SUMMARY OF THE INVENTION

[0010] It is a general object of the present invention to provide an improved and useful signal processing circuit in which the above-mentioned problems are eliminated.

[0011] A more specific object of the present invention is to provide a signal processing circuit capable of performing an accurate and stable signal processing.

[0012] In order to achieve the above-mentioned objects, there is provided according to one aspect of the present invention a signal processing circuit performing a signal processing according to a signal rid of a chattering component, the circuit comprising a digitizing circuit digitizing an input analog signal together with the chattering component included therein according to a level of the input analog signal, and a chattering removing circuit removing the chattering component from the signal digitized by the digitizing circuit.
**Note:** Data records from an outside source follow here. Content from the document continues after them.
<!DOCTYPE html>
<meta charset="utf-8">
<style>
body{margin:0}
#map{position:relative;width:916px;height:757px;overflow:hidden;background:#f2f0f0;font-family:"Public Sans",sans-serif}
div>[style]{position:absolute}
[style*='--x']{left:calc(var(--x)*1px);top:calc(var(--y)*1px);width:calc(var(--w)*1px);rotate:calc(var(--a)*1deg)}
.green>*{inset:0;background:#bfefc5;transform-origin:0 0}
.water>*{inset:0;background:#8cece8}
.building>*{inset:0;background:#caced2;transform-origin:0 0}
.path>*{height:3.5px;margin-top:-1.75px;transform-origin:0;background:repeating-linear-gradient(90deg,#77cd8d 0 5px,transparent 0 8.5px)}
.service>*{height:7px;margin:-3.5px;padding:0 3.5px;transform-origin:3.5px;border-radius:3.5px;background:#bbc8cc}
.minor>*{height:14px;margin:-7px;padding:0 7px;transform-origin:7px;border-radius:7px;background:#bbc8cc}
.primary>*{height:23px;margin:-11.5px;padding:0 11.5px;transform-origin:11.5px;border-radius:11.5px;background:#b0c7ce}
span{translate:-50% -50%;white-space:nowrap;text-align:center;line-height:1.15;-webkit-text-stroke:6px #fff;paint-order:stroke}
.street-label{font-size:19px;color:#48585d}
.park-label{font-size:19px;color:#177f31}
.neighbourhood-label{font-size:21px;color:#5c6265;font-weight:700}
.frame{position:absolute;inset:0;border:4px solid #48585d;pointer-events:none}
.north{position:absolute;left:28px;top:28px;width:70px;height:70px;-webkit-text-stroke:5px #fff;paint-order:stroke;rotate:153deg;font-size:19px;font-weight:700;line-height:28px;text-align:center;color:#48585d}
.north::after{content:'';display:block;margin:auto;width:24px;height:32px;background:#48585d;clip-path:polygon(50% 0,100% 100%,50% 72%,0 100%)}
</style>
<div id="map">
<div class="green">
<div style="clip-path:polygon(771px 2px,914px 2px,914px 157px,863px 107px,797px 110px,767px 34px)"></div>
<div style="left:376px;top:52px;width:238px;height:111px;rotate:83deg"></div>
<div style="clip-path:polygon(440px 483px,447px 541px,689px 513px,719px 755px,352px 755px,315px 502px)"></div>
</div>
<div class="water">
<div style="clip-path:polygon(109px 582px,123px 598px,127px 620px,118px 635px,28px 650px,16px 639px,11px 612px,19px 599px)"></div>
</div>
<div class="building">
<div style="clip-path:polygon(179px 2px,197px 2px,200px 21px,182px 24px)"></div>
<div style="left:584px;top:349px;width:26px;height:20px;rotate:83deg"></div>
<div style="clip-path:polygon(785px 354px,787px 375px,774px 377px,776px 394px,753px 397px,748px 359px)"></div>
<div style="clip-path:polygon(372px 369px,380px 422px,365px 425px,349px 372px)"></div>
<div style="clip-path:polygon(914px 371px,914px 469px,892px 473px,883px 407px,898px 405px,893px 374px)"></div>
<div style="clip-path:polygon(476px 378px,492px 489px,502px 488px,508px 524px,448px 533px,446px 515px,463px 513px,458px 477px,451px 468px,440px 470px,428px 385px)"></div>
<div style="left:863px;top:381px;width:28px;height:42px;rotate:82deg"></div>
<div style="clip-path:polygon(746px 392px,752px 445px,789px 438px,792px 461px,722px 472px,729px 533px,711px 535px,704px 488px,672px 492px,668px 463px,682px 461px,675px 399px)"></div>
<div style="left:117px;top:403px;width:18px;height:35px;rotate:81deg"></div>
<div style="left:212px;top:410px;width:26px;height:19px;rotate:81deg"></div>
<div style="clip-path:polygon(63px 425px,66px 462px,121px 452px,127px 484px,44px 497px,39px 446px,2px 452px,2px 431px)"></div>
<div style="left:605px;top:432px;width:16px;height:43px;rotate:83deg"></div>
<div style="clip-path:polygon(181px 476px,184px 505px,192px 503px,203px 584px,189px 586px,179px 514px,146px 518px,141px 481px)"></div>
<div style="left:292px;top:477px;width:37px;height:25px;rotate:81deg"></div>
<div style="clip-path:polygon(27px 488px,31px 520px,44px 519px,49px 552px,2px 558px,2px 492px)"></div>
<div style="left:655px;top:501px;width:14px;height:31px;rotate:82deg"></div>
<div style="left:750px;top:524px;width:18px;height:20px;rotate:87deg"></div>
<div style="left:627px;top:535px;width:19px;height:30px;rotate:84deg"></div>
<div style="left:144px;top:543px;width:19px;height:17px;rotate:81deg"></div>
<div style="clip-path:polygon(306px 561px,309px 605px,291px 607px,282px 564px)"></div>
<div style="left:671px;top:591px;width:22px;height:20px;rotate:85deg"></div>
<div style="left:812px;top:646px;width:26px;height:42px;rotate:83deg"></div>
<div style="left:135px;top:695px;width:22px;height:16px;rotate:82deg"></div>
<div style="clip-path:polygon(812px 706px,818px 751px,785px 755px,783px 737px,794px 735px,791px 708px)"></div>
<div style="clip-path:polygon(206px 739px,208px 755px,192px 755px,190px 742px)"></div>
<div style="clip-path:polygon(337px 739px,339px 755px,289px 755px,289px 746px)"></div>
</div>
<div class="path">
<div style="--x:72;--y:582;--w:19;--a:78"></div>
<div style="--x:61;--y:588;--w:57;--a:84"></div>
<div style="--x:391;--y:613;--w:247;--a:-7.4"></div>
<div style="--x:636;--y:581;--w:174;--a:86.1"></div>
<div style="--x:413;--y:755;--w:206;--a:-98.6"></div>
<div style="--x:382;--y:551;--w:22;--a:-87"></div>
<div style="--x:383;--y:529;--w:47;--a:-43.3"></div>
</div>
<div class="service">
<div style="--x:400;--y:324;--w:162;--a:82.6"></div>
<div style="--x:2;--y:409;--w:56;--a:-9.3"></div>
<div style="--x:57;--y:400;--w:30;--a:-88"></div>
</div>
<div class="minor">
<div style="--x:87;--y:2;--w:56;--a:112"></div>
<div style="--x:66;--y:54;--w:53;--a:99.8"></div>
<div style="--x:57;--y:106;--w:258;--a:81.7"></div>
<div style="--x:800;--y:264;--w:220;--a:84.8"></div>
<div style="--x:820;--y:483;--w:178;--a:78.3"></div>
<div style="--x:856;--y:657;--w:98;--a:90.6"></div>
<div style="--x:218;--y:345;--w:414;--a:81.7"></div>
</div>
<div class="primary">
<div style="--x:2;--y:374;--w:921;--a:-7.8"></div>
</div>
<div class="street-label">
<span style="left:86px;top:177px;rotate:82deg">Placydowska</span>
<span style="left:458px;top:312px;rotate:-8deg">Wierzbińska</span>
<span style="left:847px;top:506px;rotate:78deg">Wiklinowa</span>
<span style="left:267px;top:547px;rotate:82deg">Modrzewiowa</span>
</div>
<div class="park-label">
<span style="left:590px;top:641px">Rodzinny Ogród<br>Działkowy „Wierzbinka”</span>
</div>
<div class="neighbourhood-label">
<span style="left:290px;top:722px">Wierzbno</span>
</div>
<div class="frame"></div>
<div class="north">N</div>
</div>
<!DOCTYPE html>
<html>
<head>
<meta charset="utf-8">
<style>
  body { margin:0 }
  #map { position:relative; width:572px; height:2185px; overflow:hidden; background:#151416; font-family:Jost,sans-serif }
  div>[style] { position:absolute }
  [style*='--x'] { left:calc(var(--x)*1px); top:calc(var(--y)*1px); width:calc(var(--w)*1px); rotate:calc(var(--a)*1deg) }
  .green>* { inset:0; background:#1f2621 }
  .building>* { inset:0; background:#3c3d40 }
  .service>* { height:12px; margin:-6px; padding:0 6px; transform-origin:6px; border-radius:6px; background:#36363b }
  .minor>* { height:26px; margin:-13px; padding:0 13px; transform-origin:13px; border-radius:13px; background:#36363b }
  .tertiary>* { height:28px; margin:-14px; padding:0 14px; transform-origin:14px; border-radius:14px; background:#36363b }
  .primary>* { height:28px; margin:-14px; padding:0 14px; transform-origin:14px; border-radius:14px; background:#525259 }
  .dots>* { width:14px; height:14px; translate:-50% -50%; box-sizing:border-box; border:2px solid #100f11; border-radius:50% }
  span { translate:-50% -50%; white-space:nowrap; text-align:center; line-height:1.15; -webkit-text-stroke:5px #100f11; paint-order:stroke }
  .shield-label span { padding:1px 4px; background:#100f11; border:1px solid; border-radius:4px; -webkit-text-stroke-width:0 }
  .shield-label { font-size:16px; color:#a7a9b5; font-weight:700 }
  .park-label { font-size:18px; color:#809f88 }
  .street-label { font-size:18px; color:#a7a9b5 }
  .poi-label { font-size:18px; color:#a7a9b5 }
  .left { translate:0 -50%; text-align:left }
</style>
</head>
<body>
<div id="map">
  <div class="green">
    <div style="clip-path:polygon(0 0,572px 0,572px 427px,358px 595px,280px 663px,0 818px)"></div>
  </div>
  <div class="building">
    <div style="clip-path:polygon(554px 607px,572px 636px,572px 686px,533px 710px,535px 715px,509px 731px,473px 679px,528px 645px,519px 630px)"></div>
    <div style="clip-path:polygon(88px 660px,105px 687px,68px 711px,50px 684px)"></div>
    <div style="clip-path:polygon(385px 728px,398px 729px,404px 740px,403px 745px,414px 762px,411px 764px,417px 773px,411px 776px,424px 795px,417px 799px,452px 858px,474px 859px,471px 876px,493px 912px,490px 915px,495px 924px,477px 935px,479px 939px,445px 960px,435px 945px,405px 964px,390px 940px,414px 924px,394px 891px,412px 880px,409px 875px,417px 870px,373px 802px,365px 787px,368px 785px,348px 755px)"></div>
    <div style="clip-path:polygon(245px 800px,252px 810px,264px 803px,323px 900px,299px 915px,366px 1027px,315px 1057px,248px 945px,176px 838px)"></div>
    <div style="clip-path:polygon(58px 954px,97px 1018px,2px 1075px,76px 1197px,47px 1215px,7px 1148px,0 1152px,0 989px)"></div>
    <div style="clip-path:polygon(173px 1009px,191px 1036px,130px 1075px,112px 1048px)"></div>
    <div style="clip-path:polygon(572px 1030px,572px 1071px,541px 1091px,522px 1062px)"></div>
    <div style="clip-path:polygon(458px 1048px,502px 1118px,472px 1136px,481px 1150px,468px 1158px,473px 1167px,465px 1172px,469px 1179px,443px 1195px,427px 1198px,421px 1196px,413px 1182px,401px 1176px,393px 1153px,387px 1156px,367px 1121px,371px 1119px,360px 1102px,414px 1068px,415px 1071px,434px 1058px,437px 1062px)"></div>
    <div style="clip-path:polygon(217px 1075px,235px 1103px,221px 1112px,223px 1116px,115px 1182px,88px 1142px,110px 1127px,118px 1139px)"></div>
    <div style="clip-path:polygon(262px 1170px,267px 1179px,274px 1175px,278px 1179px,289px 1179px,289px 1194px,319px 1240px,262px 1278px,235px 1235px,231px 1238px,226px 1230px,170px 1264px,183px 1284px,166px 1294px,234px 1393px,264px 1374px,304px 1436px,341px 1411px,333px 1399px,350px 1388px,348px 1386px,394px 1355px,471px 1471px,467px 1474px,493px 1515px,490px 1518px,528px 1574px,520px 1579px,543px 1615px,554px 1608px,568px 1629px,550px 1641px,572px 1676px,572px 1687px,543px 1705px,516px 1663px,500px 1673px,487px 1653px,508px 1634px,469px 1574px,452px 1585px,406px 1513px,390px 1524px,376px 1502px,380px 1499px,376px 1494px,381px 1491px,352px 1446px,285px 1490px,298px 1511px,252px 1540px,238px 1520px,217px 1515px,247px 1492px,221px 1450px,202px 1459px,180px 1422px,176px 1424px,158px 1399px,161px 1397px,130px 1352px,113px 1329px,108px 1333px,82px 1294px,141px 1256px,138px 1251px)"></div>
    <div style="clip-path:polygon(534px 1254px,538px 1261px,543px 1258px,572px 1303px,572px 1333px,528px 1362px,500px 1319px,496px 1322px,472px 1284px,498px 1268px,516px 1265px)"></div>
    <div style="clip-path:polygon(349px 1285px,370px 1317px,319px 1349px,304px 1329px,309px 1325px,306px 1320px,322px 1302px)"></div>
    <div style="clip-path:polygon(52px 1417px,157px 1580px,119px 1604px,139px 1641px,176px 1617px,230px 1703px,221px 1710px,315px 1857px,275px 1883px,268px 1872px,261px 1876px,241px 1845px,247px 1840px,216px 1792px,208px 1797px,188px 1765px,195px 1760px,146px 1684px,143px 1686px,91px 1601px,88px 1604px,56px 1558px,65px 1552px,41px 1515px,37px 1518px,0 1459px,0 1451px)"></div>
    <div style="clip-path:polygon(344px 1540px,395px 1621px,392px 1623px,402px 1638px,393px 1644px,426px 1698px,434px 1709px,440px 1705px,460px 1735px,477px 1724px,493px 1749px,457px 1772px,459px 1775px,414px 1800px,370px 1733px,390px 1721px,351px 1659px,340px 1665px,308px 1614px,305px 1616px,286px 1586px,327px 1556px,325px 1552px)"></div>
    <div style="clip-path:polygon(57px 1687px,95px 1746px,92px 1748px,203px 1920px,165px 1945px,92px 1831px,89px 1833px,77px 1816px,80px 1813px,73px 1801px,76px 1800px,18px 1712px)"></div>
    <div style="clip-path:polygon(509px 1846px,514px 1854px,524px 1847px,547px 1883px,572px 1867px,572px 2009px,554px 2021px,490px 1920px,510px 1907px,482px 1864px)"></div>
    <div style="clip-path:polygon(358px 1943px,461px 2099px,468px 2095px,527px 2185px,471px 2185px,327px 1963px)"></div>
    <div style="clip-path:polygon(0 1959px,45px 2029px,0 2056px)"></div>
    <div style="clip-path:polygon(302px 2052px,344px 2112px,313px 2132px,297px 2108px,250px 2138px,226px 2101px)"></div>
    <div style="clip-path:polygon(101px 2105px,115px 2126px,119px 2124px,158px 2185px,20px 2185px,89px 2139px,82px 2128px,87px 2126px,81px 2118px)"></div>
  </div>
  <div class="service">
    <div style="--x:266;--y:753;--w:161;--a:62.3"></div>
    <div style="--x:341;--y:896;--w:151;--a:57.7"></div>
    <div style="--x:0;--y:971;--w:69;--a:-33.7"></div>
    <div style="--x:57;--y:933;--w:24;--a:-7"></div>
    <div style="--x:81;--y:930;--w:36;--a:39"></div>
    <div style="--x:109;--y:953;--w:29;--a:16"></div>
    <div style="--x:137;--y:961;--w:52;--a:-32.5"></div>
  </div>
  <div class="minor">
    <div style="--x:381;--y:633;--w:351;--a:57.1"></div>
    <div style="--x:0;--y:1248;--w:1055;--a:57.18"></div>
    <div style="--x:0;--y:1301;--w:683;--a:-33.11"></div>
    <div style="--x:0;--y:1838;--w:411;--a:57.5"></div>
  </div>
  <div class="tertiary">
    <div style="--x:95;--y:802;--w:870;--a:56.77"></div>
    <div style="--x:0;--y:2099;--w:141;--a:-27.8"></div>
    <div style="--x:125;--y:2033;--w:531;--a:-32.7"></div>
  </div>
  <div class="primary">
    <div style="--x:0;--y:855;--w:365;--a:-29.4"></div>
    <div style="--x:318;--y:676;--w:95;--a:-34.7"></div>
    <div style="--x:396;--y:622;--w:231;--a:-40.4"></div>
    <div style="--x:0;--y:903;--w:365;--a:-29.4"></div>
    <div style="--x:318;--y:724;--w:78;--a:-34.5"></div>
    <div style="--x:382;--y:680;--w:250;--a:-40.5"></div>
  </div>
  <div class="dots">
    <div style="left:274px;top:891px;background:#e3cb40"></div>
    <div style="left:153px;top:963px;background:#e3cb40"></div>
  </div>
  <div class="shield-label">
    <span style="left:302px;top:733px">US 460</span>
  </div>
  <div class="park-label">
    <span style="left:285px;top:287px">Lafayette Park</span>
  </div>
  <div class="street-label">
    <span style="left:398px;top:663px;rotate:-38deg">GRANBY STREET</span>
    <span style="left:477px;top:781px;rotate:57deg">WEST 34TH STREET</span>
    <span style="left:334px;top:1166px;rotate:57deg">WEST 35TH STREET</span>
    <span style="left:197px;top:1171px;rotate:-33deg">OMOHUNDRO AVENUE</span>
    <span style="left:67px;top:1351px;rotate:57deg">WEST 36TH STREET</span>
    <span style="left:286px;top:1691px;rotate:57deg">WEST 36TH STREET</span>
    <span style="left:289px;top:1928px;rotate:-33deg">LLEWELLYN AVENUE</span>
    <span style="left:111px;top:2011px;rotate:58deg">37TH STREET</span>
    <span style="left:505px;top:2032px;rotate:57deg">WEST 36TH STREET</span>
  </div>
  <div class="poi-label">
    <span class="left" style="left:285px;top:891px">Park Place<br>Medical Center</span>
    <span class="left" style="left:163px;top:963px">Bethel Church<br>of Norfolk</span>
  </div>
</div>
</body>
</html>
[0013] Additionally, in the signal processing circuit according to the present invention, the digitizing circuit includes an integration circuit outputting an average level of the input analog signal, and an open-loop comparator performing a comparison of the input analog signal with the average level so as to output a signal corresponding to a result of the comparison.

[0014] According to the present invention, the digitizing circuit digitizes the input analog signal together with the chattering component included therein, and the chattering component is removed by the chattering removing circuit from the signal digitized together with the chattering component included therein; accordingly, the wobble signal can be evaluated accurately and stably.

[0015] Additionally, according to the present invention, the digitizing circuit is provided with no hysteresis and so forth, and thus, a C/N after the digitization is not deteriorated; accordingly, an accurate and stable signal processing can be performed.

[0016] Other objects, features and advantages of the present invention will become more apparent from the following detailed description when read in conjunction with the accompanying drawings.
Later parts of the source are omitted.